11.2 Comparer les modes de prestation

Figure 10.3 Which is the best?
Figure 11.2.1 Qu’est-ce qui convient le mieux?

De nombreux sondages indiquent qu’une majorité d’enseignants ou de professeurs croit toujours que l’apprentissage en ligne et l’éducation à distance sont nécessairement de qualité inférieure à l’enseignement en classe (p. ex., voir Allen et Seaman, 2012, et Jaschik et Letterman, 2014), bien qu’avec le temps, à mesure qu’ils sont plus directement exposés à l’apprentissage en ligne, les professeurs deviennent lentement plus positifs à l’égard de l’apprentissage en ligne (voir par exemple, Lederman, 2019). En fait, il n’existe aucune preuve scientifique appuyant l’opinion selon laquelle l’apprentissage en ligne est inférieur en qualité à l’enseignement en présentiel. De façon générale, les faits indiquent qu’on ne peut noter de différences importantes entre les deux et, même, que l’apprentissage mixte ou hybride peut offrir certains avantages par rapport à l’enseignement en face-à-face en matière de performance (voir entre autres Means et autres, 2010).

11.2.1 L’influence de l’éducation à distance sur l’apprentissage en ligne

Nous pouvons tirer de nombreuses leçons de l’évolution de l’éducation à distance. Même si la technologie utilisée est différente, l’apprentissage entièrement en ligne n’est après tout qu’une nouvelle version de ce type d’éducation.

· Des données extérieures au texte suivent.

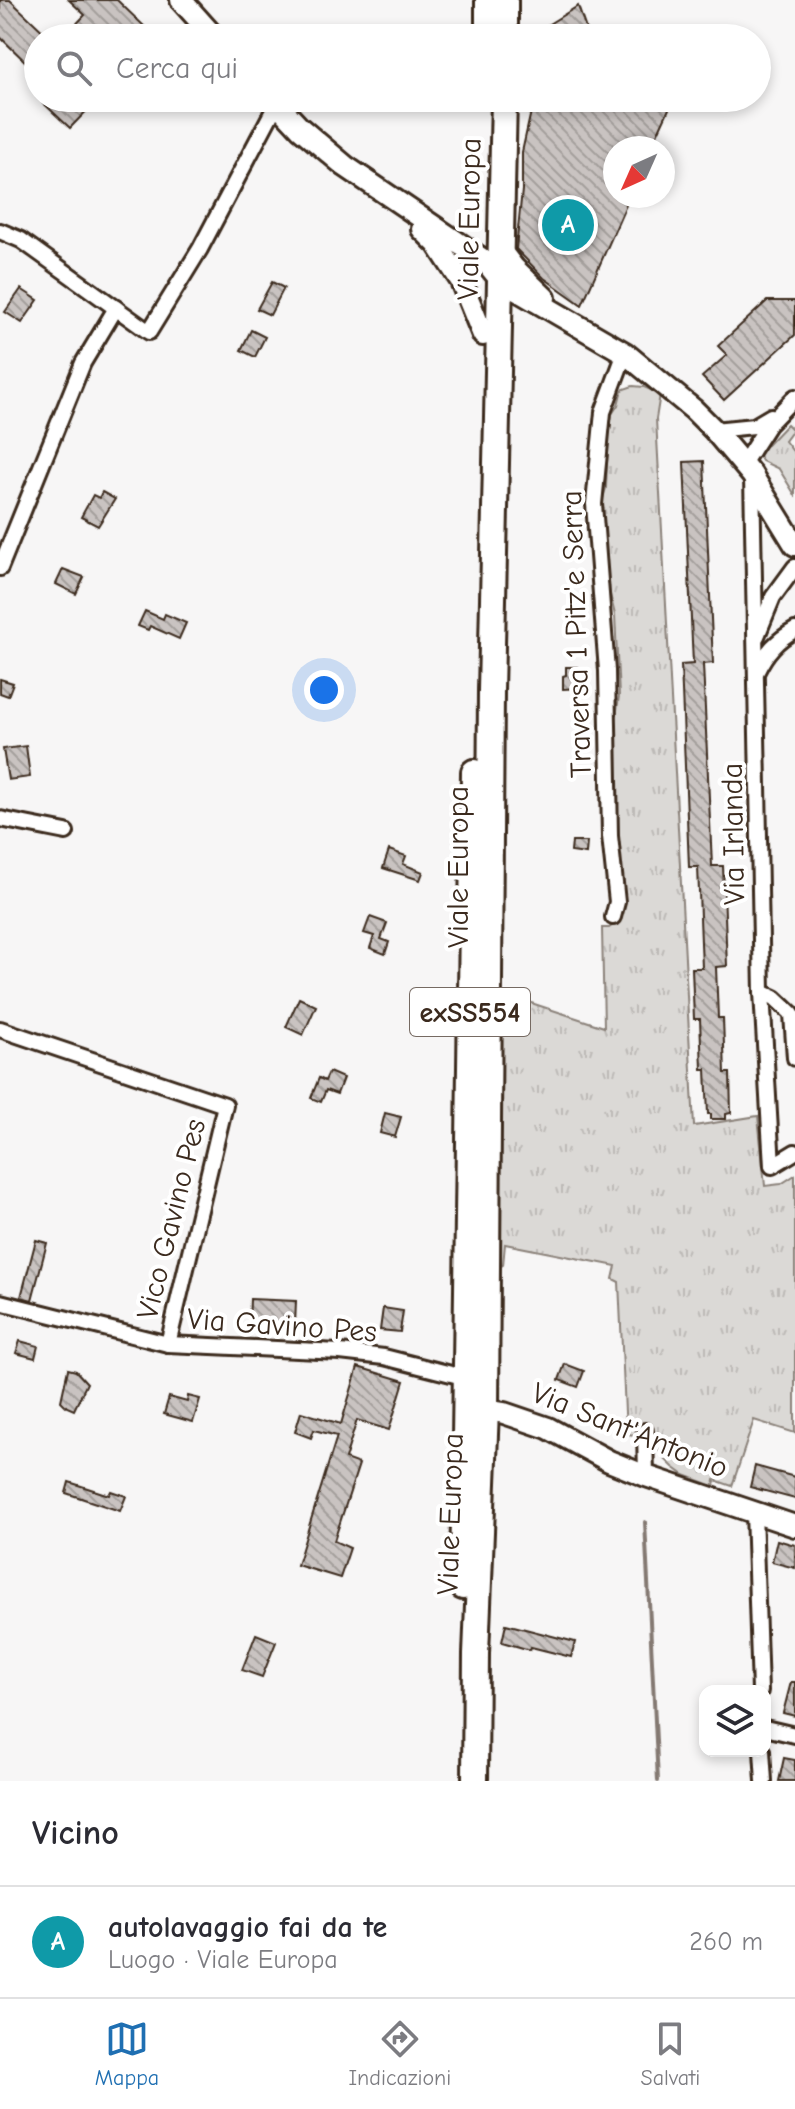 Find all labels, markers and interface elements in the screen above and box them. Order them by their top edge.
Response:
search box [24,24,771,112]
icon: search [52,46,96,90]
text: Cerca qui [116,51,238,86]
north arrow [603,136,675,208]
street label: Viale Europa [451,138,488,300]
pin: A [542,195,594,255]
street label: Traversa 1 Pitz'e Serra [554,490,599,778]
your location [304,670,344,710]
street label: Via Irlanda [715,763,752,905]
street label: Viale Europa [441,786,476,948]
road number: exSS554 [410,988,530,1036]
street label: Vico Gavino Pes [130,1115,213,1323]
street label: Via Gavino Pes [186,1301,378,1350]
street label: Via Sant'Antonio [527,1375,733,1486]
street label: Viale Europa [430,1432,471,1596]
map controls [699,1685,771,1757]
button: layers [699,1685,771,1757]
text: Vicino [32,1813,119,1853]
text: autolavaggio fai da te [108,1910,387,1945]
text: A [51,1927,65,1957]
text: 260 m [689,1927,763,1957]
text: Luogo · Viale Europa [108,1945,338,1975]
tab: Mappa [95,2017,159,2091]
tab: Indicazioni [349,2017,451,2091]
tab: Salvati [641,2017,700,2091] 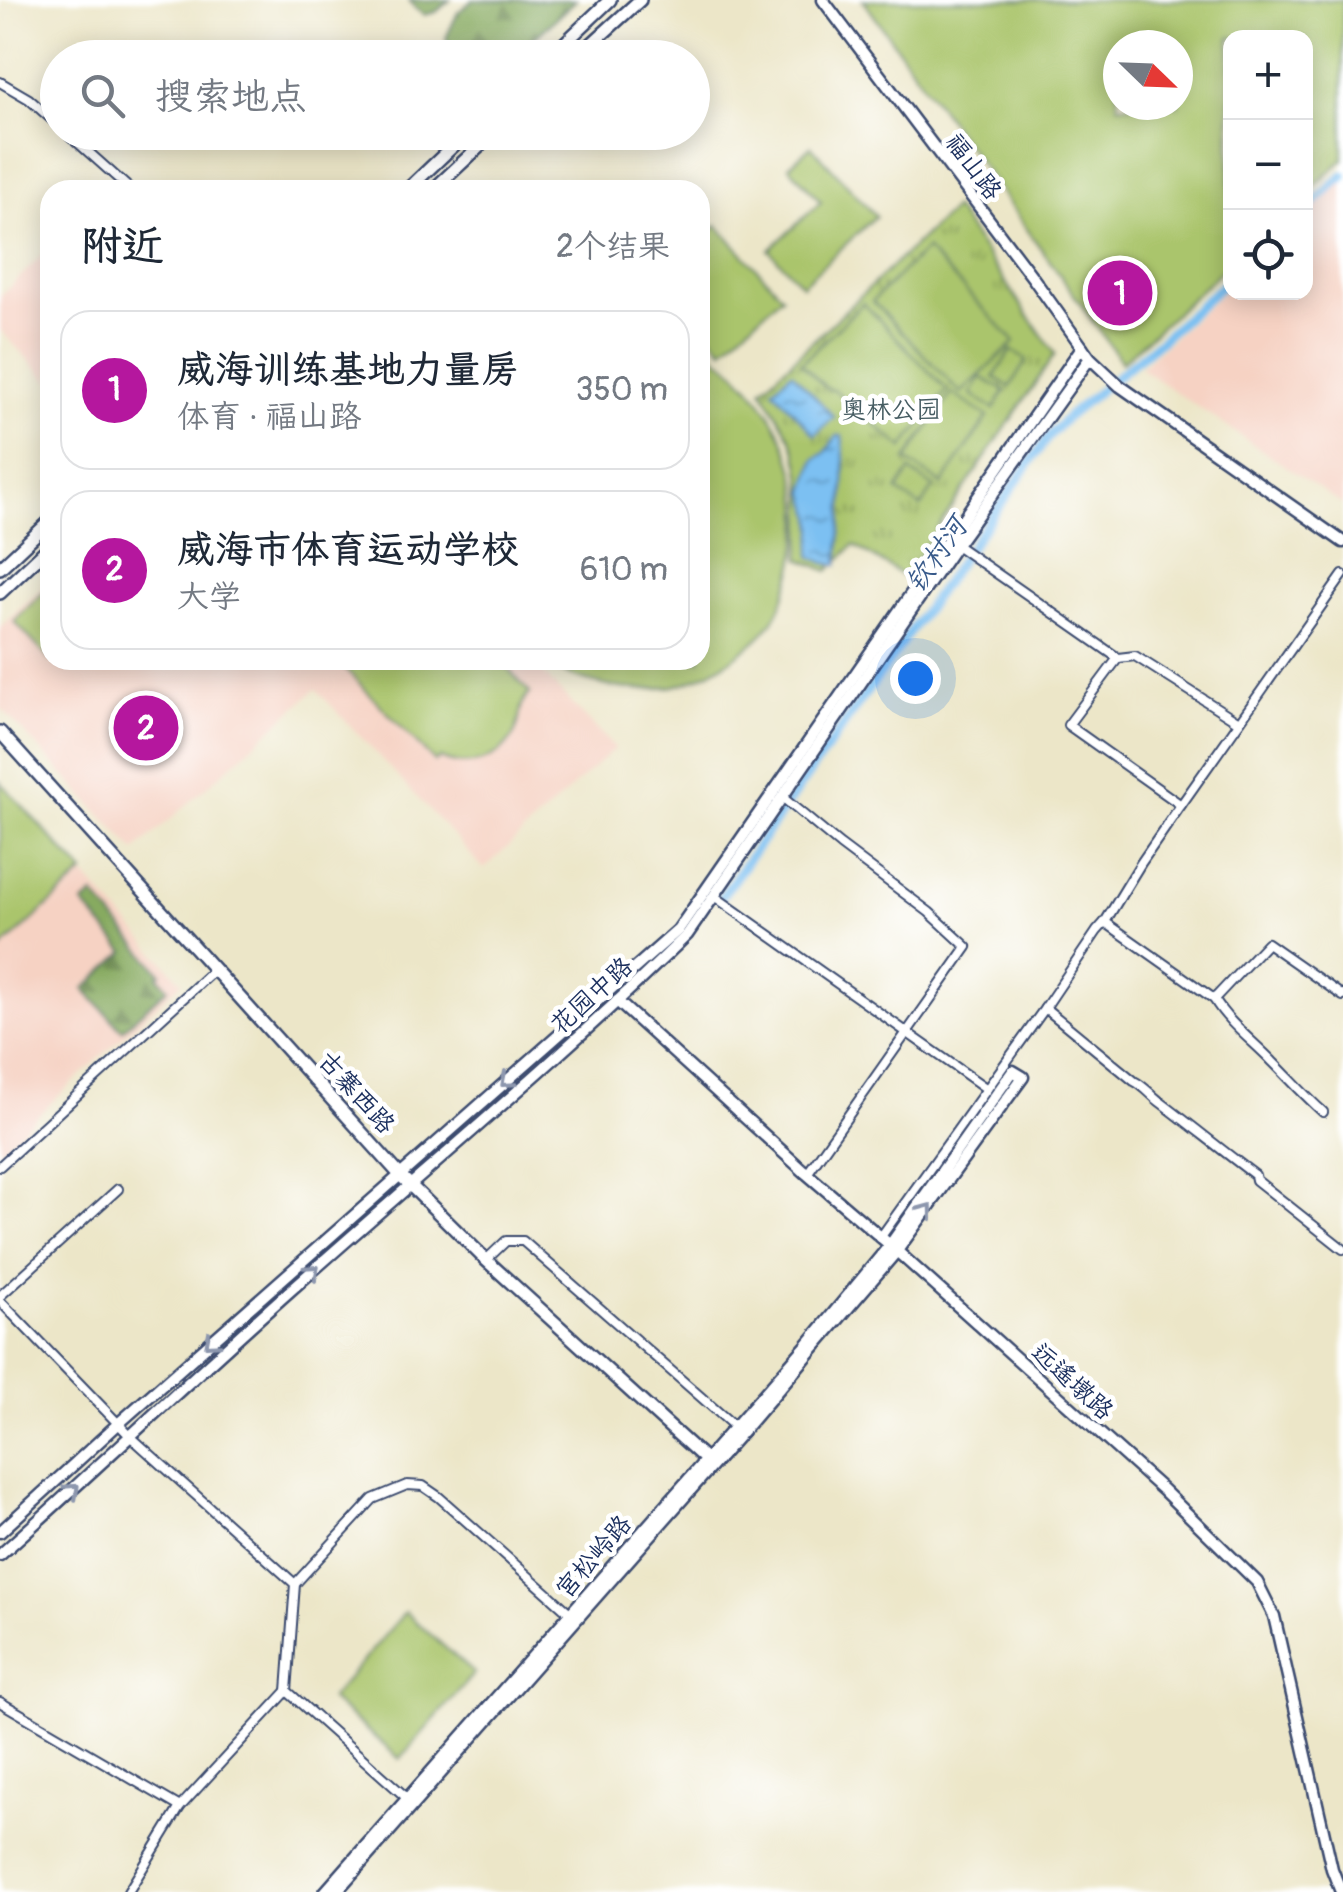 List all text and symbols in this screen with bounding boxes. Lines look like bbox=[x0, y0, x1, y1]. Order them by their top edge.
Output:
north arrow bbox=[1103, 30, 1193, 120]
map controls bbox=[1223, 30, 1313, 300]
button: + bbox=[1223, 30, 1313, 120]
search box bbox=[40, 40, 710, 150]
icon: search bbox=[75, 68, 130, 123]
text: 搜索地点 bbox=[155, 73, 307, 121]
button: − bbox=[1223, 120, 1313, 210]
street label: 福山路 bbox=[938, 128, 1008, 206]
button: locate bbox=[1223, 210, 1313, 300]
text: 附近 bbox=[80, 221, 164, 273]
text: 2个结果 bbox=[556, 227, 670, 267]
pin: 1 bbox=[1088, 256, 1152, 330]
text: 威海训练基地力量房 bbox=[177, 346, 519, 394]
text: 1 bbox=[108, 370, 121, 410]
text: 350 m bbox=[576, 370, 668, 410]
park label: 奥林公园 bbox=[841, 395, 941, 426]
text: 体育 · 福山路 bbox=[177, 397, 361, 437]
water label: 钦村河 bbox=[899, 507, 978, 599]
text: 威海市体育运动学校 bbox=[177, 526, 519, 574]
text: 2 bbox=[106, 550, 123, 590]
text: 610 m bbox=[580, 550, 668, 590]
text: 大学 bbox=[177, 577, 241, 617]
your location bbox=[890, 653, 941, 704]
pin: 2 bbox=[114, 690, 178, 766]
street label: 花园中路 bbox=[544, 951, 640, 1041]
street label: 古寨西路 bbox=[311, 1045, 401, 1141]
one-way arrow bbox=[501, 1070, 519, 1088]
one-way arrow bbox=[915, 1203, 933, 1221]
one-way arrow bbox=[301, 1264, 319, 1282]
one-way arrow bbox=[204, 1330, 222, 1348]
street label: 远遥墩路 bbox=[1024, 1337, 1120, 1427]
one-way arrow bbox=[61, 1484, 80, 1502]
street label: 宫松岭路 bbox=[549, 1509, 639, 1605] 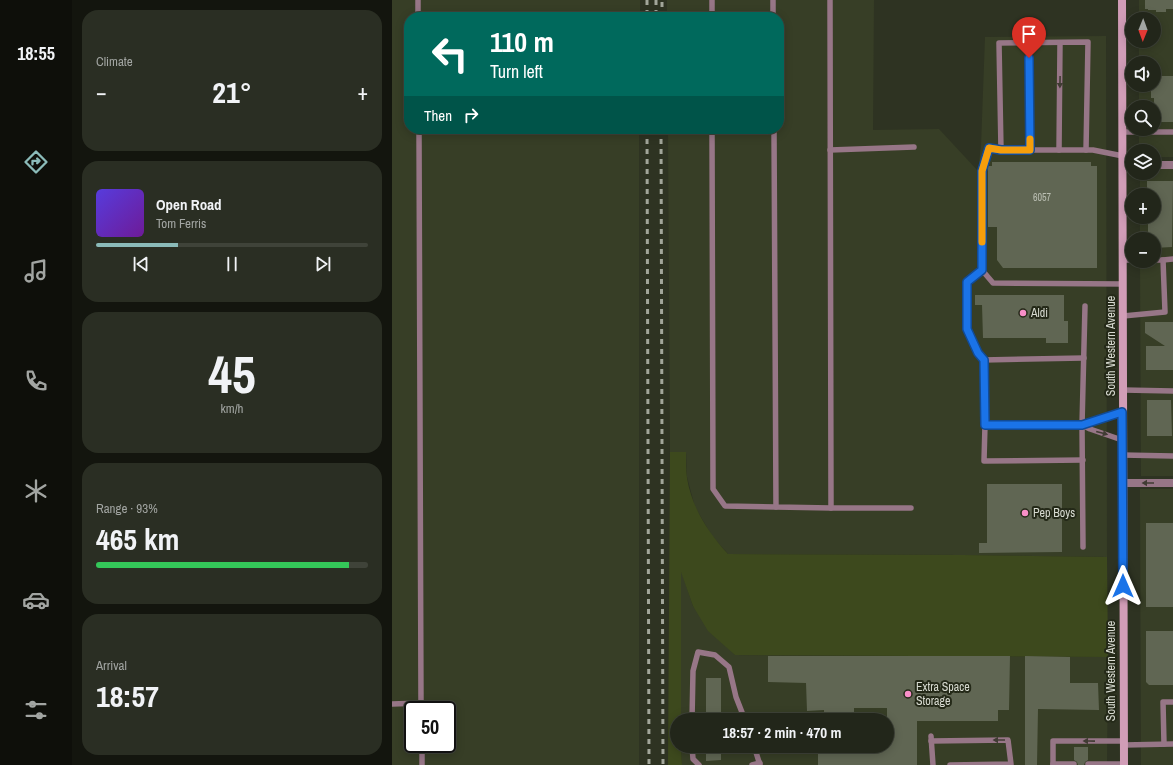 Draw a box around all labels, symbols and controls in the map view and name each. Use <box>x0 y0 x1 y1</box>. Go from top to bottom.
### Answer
north arrow <box>1125 12 1161 48</box>
map controls <box>1125 12 1161 268</box>
pin <box>1012 17 1046 58</box>
text: 110 m <box>490 23 554 61</box>
icon: arrive <box>1018 23 1040 45</box>
icon: left <box>424 28 476 80</box>
text: 18:55 <box>17 41 55 66</box>
text: Climate <box>96 53 133 70</box>
button: sound <box>1125 56 1161 92</box>
text: Turn left <box>490 59 543 84</box>
text: 21° <box>212 72 252 112</box>
one-way arrow <box>1057 76 1063 89</box>
text: − <box>96 77 107 107</box>
text: + <box>357 77 368 107</box>
button: search <box>1125 100 1161 136</box>
icon: right <box>460 104 482 126</box>
text: Then <box>424 105 452 126</box>
button: layers <box>1125 144 1161 180</box>
icon: directions <box>22 148 50 176</box>
button: + <box>1125 188 1161 224</box>
house number: 6057 <box>1033 191 1052 204</box>
text: Open Road <box>156 194 222 215</box>
text: Tom Ferris <box>156 215 206 232</box>
button: − <box>1125 232 1161 268</box>
icon: previous <box>130 253 152 275</box>
icon: pause <box>221 253 243 275</box>
icon: next <box>312 253 334 275</box>
icon: music <box>22 257 50 285</box>
street label: South Western Avenue <box>1103 296 1119 396</box>
place label: Aldi <box>1030 305 1048 321</box>
marker: Aldi <box>1018 308 1028 318</box>
text: 45 <box>208 339 256 409</box>
icon: phone <box>22 367 50 395</box>
text: km/h <box>220 400 244 417</box>
one-way arrow <box>1096 430 1108 436</box>
icon: climate <box>22 477 50 505</box>
one-way arrow <box>1141 480 1154 486</box>
text: Range · 93% <box>96 500 158 517</box>
place label: Pep Boys <box>1033 505 1075 521</box>
marker: Pep Boys <box>1020 508 1030 518</box>
text: 465 km <box>96 519 179 559</box>
position arrow <box>1102 565 1144 607</box>
icon: car <box>22 586 50 614</box>
street label: South Western Avenue <box>1103 621 1119 721</box>
text: Arrival <box>96 657 127 674</box>
text: 18:57 <box>96 676 159 716</box>
place label: Extra Space Storage <box>916 679 970 709</box>
marker: Extra Space Storage <box>903 689 913 699</box>
icon: filters <box>22 696 50 724</box>
speed limit sign: 50 <box>404 701 456 753</box>
text: 18:57 · 2 min · 470 m <box>723 722 841 743</box>
one-way arrow <box>992 737 1005 743</box>
one-way arrow <box>1082 738 1095 744</box>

L’éducation à distance a fait l’objet de nombreux écrits (p. ex., voir Wedemeyer, 1981; Peters, 1983; Holmberg, 1989; Keegan, 1990; Moore et Kearsley, 1996; Peters, 2002; Bates, 2005; Evans et al., 2008), mais de façon générale il s’agit d’un concept plutôt simple : les étudiantes et étudiants travaillent au moment et à l’endroit de leur choix (domicile, travail, centre d’apprentissage) sans interaction en face-à-face avec l’enseignante ou enseignant. Les étudiantes et étudiants sont cependant « en contact », habituellement par Internet, avec le personnel de formation, le personnel enseignant auxiliaire ou un tuteur leur offrant un soutien à l’apprentissage et une évaluation de leur travail.

L’éducation à distance existe depuis très longtemps. On peut soutenir que, dans la religion chrétienne, l’épitre de Saint Paul aux Corinthiens représente une forme précoce d’éducation à distance (53-57 apr. J.-C.). En 1858, l’Université de Londres (R.-U.) offre pour la première fois un programme d’éducation à distance par correspondance. Les personnes inscrites recevaient une liste de lectures et devaient passer les mêmes examens que les étudiantes et étudiants réguliers. S’ils en avaient les moyens, les étudiantes et étudiants pouvaient retenir les services d’un professeur privé. L’écrivain victorien Charles Dickens l’appelait « l’université du peuple », parce qu’elle permettait aux personnes les moins fortunées de la société d’avoir accès à une éducation supérieure. Le programme est toujours en vigueur de nos jours sous le nom de University of London International Programmes et compte plus de 50 000 étudiantes et étudiants à travers le monde.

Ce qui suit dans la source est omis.